• Your objective:
From the entries below, copy out every line with "none" in it.

• Study material:

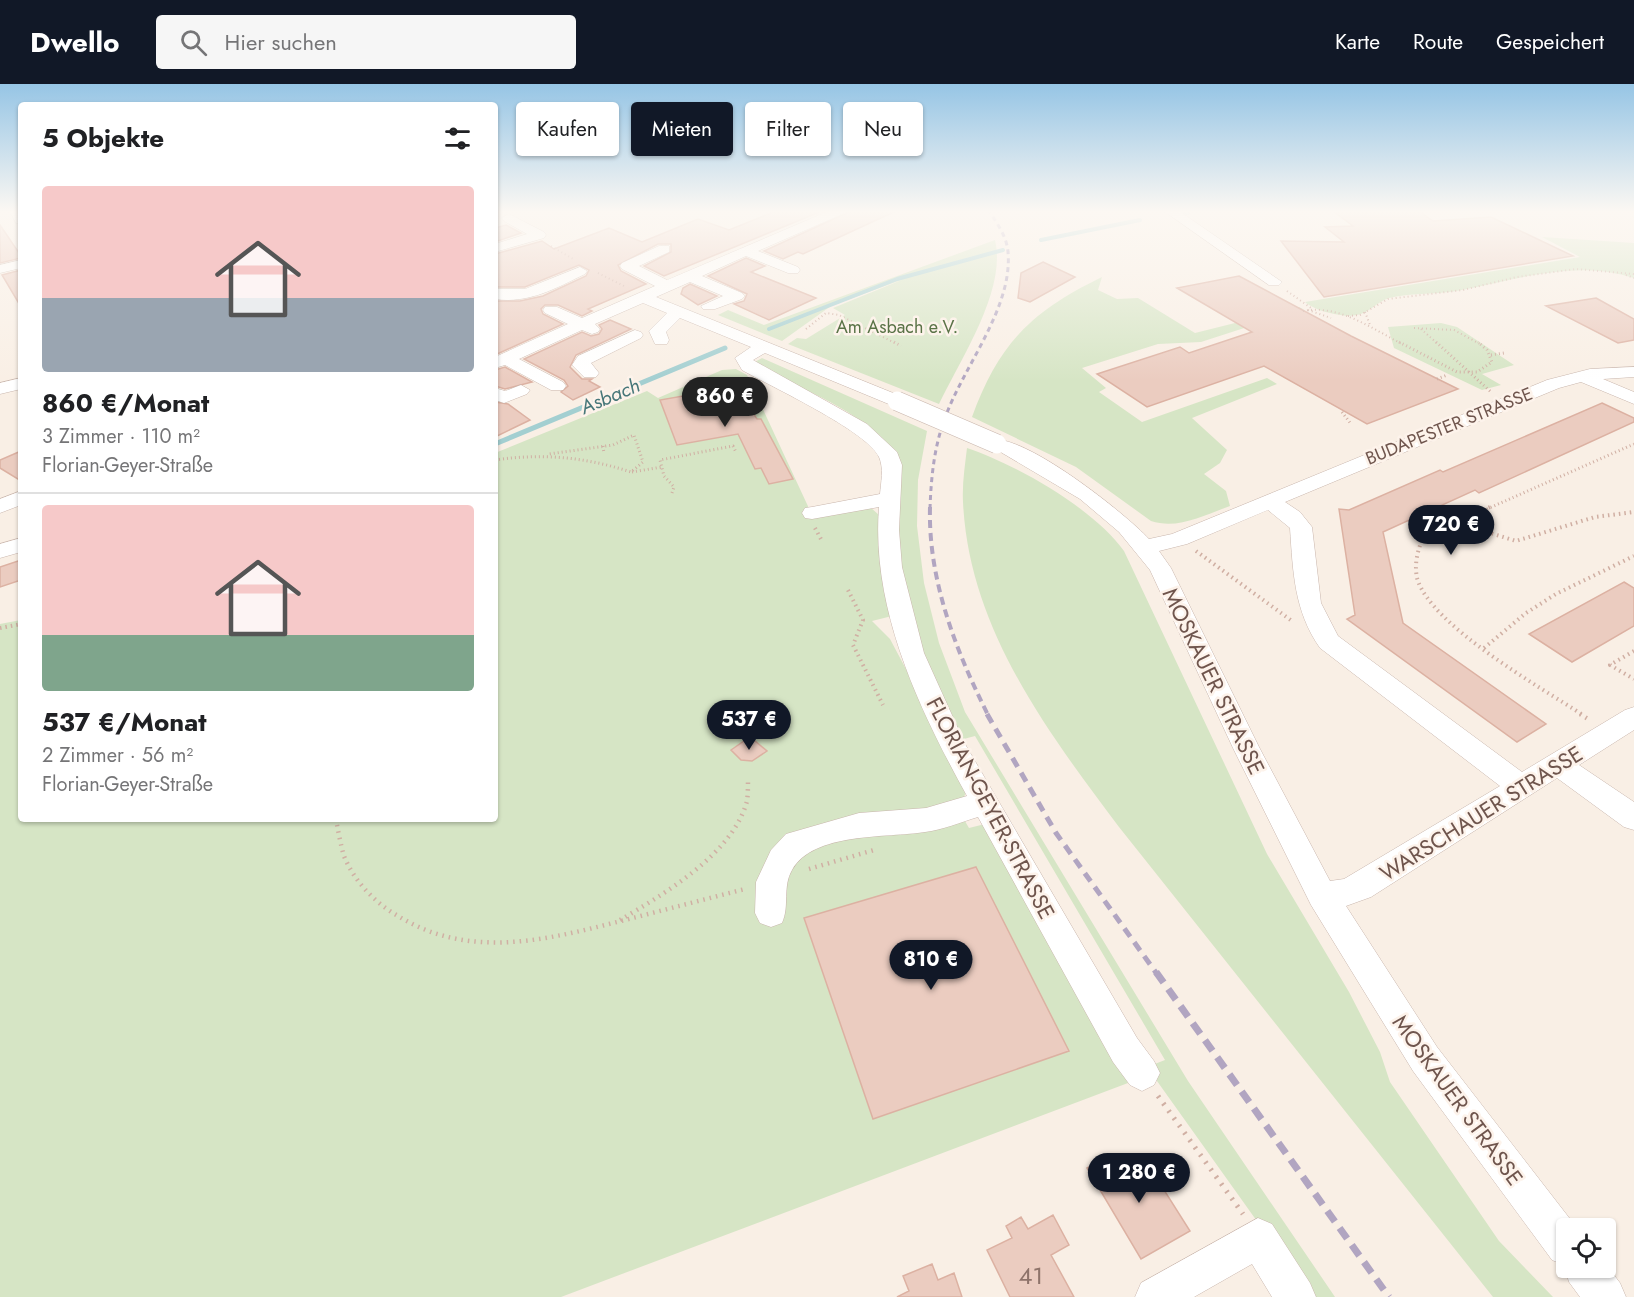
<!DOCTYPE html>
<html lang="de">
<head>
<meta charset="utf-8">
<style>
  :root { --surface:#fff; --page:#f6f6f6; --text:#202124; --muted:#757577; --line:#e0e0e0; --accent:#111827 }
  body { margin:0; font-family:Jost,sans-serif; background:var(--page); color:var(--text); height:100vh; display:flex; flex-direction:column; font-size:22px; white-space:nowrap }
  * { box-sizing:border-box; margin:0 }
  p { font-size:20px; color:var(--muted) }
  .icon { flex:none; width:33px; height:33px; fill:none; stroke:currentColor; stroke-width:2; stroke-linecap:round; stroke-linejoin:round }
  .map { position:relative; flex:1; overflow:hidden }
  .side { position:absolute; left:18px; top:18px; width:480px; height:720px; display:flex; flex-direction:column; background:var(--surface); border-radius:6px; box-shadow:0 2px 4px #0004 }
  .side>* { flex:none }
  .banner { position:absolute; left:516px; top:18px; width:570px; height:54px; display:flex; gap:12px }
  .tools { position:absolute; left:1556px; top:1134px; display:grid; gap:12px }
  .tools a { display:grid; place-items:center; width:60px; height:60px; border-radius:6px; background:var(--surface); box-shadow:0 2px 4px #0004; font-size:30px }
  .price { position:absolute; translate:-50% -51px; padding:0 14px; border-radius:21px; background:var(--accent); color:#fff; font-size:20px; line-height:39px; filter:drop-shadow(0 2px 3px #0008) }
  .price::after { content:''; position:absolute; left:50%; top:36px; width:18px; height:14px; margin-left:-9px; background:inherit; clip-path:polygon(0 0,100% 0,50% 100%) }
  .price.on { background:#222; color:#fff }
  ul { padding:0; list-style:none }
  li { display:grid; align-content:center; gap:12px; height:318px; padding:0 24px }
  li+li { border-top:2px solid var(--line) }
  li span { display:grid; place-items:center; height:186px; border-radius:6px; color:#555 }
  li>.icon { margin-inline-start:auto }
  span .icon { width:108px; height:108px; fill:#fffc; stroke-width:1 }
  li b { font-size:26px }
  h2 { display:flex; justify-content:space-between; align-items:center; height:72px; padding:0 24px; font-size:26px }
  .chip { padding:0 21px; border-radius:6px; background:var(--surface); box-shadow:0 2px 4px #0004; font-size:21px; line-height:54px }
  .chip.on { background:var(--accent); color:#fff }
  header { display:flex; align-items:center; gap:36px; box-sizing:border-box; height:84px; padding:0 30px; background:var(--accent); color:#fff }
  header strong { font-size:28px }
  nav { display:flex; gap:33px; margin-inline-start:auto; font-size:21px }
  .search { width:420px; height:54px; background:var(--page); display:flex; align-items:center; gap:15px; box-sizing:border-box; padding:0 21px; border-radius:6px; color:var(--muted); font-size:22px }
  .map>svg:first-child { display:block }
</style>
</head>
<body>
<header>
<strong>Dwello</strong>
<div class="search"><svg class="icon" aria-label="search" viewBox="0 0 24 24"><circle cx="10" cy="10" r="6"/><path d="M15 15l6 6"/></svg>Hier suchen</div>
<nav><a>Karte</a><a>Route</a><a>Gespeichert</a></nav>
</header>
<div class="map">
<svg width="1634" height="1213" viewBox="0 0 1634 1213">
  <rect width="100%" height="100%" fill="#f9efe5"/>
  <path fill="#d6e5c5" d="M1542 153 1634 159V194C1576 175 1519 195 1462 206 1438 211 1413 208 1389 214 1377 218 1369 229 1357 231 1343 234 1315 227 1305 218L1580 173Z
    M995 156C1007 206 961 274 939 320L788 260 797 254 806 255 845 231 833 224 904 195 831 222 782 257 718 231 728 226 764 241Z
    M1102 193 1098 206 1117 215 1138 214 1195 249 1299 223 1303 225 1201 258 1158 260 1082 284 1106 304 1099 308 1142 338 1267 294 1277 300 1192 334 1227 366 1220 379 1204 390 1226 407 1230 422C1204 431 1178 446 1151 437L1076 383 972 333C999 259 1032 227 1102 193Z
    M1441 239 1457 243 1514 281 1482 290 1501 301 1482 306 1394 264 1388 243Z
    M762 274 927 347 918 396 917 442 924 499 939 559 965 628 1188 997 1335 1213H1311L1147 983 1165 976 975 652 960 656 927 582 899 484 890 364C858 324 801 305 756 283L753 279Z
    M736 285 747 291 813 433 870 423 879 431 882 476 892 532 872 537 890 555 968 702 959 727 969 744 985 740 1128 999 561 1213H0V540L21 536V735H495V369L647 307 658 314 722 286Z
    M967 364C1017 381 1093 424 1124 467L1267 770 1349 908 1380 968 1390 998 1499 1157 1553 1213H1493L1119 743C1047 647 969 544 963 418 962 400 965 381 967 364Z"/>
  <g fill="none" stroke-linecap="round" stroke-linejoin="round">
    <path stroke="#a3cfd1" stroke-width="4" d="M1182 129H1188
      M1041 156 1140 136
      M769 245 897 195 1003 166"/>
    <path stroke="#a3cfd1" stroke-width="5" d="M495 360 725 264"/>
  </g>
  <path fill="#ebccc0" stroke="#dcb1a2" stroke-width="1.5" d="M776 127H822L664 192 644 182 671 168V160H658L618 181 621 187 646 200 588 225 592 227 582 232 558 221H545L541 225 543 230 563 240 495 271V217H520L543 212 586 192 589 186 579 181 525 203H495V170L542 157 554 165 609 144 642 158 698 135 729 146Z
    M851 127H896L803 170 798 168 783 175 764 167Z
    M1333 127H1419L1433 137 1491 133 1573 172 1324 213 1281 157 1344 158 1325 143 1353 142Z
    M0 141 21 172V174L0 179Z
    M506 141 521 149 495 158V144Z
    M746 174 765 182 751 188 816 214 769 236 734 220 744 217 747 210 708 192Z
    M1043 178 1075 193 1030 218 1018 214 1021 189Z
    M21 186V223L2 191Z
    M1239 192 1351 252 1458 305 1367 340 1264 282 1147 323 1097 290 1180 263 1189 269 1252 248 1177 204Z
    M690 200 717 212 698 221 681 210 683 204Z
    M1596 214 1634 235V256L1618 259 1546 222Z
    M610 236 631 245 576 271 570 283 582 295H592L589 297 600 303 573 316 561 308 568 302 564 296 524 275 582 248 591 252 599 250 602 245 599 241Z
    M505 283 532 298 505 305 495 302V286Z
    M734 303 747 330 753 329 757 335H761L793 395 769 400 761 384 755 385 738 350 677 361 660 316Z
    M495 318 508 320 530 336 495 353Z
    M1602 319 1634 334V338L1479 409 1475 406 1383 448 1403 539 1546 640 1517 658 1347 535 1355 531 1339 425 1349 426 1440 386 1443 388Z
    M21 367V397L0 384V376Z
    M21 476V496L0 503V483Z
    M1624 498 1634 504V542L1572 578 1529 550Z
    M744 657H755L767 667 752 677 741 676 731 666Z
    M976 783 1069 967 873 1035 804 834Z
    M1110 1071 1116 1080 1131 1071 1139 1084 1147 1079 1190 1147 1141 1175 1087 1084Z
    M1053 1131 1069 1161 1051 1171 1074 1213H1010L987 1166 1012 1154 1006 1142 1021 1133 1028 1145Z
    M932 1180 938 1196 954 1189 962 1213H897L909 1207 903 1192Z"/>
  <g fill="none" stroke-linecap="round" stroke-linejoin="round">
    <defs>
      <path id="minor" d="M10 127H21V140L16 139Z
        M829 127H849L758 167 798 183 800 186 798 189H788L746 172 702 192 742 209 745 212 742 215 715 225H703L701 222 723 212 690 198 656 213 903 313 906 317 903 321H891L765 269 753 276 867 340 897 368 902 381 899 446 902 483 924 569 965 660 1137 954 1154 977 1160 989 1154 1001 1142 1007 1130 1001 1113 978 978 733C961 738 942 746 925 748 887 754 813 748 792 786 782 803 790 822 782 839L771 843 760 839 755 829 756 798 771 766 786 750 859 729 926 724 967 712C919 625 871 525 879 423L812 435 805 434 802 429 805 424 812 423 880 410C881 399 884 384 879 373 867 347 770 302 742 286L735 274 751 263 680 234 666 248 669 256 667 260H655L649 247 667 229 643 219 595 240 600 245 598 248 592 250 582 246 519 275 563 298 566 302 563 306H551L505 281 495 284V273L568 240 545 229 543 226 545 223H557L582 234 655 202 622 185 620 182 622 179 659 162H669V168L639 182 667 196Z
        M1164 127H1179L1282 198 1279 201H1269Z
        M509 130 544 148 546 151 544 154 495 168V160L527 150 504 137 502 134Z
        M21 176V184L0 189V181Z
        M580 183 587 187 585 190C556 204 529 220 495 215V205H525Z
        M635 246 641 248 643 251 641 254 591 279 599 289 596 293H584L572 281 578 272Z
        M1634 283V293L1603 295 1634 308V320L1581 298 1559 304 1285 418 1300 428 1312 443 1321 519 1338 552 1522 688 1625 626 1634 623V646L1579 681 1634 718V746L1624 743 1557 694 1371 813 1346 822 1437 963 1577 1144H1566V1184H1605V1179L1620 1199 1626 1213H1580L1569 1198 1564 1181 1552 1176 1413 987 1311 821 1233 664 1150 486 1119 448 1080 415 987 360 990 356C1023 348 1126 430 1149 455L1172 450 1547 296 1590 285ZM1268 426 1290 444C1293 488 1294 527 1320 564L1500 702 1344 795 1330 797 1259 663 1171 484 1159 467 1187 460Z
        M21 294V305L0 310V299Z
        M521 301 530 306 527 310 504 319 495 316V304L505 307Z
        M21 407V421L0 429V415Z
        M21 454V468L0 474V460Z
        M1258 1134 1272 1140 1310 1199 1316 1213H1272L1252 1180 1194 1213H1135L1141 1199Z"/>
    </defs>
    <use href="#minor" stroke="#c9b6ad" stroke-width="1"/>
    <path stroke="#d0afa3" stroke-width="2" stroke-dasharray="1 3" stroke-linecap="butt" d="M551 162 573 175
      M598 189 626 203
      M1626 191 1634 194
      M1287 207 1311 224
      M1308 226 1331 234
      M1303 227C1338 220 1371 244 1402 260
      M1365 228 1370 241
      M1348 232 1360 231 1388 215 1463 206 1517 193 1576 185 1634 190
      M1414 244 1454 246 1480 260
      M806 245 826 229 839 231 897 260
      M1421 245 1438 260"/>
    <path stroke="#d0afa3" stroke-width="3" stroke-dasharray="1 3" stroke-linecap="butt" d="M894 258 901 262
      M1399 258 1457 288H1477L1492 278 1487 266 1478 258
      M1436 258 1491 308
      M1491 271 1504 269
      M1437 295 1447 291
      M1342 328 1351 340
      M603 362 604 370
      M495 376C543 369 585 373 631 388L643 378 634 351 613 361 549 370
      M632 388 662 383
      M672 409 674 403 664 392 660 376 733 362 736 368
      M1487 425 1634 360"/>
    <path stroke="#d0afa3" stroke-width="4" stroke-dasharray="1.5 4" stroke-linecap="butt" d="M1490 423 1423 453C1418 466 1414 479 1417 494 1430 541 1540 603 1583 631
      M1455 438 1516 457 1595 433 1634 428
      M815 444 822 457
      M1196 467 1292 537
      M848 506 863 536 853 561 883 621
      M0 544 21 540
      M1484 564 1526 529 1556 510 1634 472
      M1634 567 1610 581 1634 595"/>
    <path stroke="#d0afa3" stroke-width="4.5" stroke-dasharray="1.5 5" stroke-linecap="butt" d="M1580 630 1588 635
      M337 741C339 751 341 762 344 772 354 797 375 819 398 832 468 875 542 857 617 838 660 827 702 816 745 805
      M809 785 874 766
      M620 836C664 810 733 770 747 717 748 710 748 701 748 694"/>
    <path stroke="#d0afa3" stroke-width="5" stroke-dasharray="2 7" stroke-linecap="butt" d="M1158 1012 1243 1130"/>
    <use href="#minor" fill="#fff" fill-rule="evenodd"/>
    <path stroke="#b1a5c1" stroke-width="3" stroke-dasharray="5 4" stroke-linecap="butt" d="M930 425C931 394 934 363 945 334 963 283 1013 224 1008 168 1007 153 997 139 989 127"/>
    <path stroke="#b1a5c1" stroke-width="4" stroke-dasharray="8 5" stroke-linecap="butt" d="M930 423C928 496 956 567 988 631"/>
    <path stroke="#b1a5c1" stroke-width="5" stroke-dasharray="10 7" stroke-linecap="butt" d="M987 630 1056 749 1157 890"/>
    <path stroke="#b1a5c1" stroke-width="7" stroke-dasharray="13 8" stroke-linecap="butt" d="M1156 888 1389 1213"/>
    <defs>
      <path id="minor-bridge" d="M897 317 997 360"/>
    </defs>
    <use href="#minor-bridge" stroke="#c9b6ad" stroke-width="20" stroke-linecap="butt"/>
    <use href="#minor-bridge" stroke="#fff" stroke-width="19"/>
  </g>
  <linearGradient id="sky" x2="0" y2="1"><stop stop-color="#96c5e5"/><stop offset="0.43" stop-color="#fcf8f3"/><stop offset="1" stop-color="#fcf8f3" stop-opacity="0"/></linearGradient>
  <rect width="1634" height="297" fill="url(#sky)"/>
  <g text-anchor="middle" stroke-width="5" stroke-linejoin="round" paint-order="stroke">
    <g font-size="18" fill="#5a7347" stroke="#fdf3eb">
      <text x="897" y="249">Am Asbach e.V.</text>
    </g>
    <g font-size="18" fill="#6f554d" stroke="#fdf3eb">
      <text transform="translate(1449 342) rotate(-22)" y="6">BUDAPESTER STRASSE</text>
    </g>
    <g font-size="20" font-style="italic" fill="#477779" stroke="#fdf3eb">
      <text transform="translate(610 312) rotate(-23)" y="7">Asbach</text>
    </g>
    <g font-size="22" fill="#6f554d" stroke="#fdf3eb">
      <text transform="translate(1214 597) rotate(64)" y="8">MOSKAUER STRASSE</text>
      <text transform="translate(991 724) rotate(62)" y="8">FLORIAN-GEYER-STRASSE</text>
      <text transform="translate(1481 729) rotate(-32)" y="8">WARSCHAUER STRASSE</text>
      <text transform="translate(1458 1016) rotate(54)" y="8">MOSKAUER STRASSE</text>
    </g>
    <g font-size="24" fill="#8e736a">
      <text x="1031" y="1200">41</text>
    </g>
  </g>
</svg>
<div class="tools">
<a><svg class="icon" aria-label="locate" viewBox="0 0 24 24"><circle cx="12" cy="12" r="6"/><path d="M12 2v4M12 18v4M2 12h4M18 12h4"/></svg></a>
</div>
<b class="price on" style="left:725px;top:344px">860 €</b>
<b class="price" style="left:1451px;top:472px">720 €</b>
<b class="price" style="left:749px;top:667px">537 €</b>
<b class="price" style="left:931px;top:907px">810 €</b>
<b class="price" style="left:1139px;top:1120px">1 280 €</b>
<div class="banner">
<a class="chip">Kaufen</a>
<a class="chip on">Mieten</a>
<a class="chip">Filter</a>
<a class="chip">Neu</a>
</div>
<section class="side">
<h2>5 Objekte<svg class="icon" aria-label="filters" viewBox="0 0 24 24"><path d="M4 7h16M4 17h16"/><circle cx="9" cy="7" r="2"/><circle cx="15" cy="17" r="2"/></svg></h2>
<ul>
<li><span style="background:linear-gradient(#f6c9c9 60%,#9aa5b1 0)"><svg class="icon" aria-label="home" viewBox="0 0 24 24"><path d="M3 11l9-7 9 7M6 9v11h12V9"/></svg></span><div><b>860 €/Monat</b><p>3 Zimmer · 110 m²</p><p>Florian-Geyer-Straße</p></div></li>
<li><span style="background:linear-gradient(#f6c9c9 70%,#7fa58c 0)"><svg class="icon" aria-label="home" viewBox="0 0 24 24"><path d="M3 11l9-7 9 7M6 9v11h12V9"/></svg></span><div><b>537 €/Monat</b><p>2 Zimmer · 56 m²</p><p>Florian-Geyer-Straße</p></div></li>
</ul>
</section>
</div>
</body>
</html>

• Exercise result:
  .icon { flex:none; width:33px; height:33px; fill:none; stroke:currentColor; stroke-width:2; stroke-linecap:round; stroke-linejoin:round }
  .side>* { flex:none }
  ul { padding:0; list-style:none }
  <g fill="none" stroke-linecap="round" stroke-linejoin="round">
  <g fill="none" stroke-linecap="round" stroke-linejoin="round">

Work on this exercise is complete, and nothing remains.